# Assignment

In [2]:
# Consider following code to answer further questions:
import pandas as pd
course_name = ['Data Science', 'Machine Learning', 'Big Data', 'Data Engineer']
duration = [2,3,6,4]
df = pd.DataFrame(data = {'course_name' : course_name, 'duration' : duration})

## Q1. Write a code to print the data present in the second row of the dataframe, df.

In [3]:
second_row = df.iloc[1]
print(second_row)

course_name    Machine Learning
duration                      3
Name: 1, dtype: object


## Q2. What is the difference between the functions loc and iloc in pandas.DataFrame?

Ans: In pandas, the functions `.loc` and `.iloc` are used to access and manipulate data in a DataFrame, but they have some key differences in how they handle indexing.

1. `.loc`:
The `.loc` indexer is primarily label-based, meaning it uses the labels of rows or columns to access data. It can accept multiple forms of indexing, including:
   - Single label: `df.loc[row_label, column_label]`
   - List of labels: `df.loc[[row_label1, row_label2], [column_label1, column_label2]]`
   - Slicing: `df.loc[row_label_start:row_label_end, column_label_start:column_label_end]`
   - Conditional indexing: `df.loc[df['column_label'] > value]`

2. `.iloc`:
The `.iloc` indexer is primarily integer-based, meaning it uses integer positions to access data. It accepts integer values or slices to retrieve data. Examples include:
   - Single integer: `df.iloc[row_index, column_index]`
   - List of integers: `df.iloc[[row_index1, row_index2], [column_index1, column_index2]]`
   - Slicing: `df.iloc[row_index_start:row_index_end, column_index_start:column_index_end]`

In summary, the main difference between `.loc` and `.iloc` is the type of indexing used. `.loc` uses label-based indexing, while `.iloc` uses integer-based indexing.

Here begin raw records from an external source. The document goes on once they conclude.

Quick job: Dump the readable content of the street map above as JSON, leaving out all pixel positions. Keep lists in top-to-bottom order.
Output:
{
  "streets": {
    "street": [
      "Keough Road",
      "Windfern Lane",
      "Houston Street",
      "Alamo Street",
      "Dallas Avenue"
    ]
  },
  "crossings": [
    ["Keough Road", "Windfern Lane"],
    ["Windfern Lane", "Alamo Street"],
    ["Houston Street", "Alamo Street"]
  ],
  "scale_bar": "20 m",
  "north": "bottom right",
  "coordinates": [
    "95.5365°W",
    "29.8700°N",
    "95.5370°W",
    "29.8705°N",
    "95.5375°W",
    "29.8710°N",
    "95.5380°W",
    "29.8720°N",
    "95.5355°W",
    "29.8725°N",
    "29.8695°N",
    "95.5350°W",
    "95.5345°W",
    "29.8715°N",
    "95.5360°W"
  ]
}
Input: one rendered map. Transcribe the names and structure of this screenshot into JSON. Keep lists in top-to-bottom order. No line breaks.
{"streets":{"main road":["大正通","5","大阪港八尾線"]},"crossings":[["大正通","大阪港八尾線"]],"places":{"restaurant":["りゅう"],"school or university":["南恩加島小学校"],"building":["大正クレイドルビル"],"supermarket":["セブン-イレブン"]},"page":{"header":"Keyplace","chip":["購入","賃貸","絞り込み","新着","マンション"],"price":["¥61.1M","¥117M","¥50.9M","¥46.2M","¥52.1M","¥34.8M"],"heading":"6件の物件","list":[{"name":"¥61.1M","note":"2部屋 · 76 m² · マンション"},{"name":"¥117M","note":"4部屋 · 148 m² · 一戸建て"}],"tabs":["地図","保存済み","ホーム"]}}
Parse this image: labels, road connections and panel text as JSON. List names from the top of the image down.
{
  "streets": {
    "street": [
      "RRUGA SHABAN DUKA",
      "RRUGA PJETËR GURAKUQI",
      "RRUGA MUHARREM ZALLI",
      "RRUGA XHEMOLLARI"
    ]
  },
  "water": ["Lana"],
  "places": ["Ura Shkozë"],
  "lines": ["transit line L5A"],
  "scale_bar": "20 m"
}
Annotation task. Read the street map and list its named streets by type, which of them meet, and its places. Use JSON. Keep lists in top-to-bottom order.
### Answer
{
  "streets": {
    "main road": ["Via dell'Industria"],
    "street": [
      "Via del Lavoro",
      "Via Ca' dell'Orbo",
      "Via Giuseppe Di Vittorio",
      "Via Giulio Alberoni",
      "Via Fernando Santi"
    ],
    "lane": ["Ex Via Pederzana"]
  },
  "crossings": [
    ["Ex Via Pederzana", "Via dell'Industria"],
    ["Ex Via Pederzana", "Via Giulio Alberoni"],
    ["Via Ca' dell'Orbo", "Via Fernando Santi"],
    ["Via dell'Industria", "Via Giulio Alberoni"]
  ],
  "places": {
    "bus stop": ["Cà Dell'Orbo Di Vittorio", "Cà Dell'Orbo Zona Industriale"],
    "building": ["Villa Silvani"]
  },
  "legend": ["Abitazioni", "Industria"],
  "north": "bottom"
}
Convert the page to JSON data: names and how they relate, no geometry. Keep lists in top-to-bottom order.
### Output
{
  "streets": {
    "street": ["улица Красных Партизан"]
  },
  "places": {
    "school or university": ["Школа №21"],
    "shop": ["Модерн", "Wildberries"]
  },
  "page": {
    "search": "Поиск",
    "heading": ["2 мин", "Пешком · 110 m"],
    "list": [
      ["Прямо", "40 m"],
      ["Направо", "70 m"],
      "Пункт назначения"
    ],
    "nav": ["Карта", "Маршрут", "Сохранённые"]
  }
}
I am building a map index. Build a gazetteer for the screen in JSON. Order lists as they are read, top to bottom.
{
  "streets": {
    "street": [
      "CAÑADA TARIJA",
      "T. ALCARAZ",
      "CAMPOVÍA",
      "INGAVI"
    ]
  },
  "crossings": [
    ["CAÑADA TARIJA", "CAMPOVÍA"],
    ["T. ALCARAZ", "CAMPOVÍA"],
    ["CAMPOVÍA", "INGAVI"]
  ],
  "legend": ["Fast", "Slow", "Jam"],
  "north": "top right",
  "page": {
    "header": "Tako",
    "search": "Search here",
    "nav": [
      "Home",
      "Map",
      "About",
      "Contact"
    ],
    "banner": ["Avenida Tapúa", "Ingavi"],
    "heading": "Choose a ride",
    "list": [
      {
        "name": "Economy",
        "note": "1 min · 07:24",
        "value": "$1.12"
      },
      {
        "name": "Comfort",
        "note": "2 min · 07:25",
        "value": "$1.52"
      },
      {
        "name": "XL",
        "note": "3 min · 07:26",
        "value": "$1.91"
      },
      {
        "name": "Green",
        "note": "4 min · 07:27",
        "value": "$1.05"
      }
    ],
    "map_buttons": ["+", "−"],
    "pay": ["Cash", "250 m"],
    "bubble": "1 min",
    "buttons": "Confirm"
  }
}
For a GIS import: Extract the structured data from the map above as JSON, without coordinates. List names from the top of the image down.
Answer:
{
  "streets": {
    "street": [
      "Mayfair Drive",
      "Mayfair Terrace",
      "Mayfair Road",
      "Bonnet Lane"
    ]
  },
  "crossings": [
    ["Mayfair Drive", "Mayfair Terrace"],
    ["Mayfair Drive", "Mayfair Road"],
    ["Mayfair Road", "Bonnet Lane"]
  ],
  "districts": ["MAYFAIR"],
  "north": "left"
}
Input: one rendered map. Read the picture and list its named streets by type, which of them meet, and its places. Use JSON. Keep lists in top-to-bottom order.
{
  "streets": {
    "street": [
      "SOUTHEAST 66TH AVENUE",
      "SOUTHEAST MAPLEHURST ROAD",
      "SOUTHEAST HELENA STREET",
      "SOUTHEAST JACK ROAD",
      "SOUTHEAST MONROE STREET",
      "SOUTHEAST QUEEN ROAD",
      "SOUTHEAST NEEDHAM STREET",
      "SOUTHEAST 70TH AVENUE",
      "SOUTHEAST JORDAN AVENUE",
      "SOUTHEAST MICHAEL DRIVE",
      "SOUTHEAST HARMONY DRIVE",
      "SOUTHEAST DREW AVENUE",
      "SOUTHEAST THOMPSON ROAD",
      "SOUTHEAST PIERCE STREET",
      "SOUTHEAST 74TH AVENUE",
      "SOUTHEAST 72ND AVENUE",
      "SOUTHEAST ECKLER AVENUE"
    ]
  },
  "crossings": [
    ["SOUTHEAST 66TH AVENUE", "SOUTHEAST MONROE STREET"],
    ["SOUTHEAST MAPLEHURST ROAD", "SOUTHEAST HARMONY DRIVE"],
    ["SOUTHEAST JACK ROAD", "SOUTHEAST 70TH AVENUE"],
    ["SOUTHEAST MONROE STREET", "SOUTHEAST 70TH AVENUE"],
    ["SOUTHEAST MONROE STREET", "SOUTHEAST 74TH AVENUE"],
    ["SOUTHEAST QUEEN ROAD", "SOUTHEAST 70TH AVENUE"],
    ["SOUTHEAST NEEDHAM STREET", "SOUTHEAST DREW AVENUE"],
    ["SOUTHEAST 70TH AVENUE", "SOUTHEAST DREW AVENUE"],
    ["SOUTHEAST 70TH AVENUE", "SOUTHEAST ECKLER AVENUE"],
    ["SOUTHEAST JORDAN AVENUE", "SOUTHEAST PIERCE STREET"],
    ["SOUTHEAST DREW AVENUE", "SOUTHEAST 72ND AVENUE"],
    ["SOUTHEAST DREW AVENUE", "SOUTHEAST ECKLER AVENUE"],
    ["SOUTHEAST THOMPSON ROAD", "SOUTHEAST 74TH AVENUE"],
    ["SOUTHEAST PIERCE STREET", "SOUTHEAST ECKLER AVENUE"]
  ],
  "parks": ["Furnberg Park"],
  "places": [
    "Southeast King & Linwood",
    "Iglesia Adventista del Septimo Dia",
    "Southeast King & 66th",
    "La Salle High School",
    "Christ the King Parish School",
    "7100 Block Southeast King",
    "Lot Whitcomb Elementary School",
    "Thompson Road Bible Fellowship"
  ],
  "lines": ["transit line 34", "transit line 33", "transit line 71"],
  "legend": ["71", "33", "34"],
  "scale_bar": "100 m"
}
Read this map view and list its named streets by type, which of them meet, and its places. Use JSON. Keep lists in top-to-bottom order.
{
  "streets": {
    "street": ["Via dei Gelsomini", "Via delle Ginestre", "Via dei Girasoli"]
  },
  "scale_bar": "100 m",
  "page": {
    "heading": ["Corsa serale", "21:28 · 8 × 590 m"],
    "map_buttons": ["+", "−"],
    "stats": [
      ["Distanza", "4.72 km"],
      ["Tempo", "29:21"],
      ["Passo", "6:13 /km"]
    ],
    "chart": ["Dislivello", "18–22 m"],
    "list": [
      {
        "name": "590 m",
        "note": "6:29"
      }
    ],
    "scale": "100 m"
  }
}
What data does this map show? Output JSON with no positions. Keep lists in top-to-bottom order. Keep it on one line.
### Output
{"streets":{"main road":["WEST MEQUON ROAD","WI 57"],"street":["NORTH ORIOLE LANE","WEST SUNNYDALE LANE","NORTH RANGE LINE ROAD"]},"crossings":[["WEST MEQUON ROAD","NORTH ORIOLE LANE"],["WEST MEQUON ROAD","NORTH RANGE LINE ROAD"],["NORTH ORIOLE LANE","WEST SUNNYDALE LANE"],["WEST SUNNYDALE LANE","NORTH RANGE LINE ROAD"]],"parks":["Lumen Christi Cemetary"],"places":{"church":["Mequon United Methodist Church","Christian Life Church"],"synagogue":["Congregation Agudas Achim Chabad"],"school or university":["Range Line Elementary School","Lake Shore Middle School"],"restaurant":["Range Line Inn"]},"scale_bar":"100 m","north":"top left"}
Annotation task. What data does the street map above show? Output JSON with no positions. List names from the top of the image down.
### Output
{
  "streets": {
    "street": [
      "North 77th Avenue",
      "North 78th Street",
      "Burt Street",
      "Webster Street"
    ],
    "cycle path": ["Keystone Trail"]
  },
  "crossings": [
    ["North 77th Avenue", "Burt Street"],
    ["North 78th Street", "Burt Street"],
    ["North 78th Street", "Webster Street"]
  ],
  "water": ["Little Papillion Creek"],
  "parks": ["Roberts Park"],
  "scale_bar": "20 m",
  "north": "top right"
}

The choice between these two methods depends on whether you want to access data based on labels or integer positions.

## Q3. Reindex the given dataframe using a variable, reindex = [3,0,1,2] and store it in the variable, new_df then find the output for both new_df.loc[2] and new_df.iloc[2].

In [4]:
reindex = [3, 0, 1, 2]
new_df = df.reindex(reindex)

print(new_df.loc[2])
print(new_df.iloc[2])

course_name    Big Data
duration              6
Name: 2, dtype: object
course_name    Machine Learning
duration                      3
Name: 1, dtype: object


When you reindexed the DataFrame using the reindex variable [3, 0, 1, 2], the new DataFrame new_df will have its rows rearranged according to the specified index order

In [1]:
import pandas as pd
import numpy as np
columns = ['column_1', 'column_2', 'column_3', 'column_4', 'column_5', 'column_6']
indices = [1,2,3,4,5,6]
#Creating a dataframe:
df1 = pd.DataFrame(np.random.rand(6,6), columns = columns, index = indices)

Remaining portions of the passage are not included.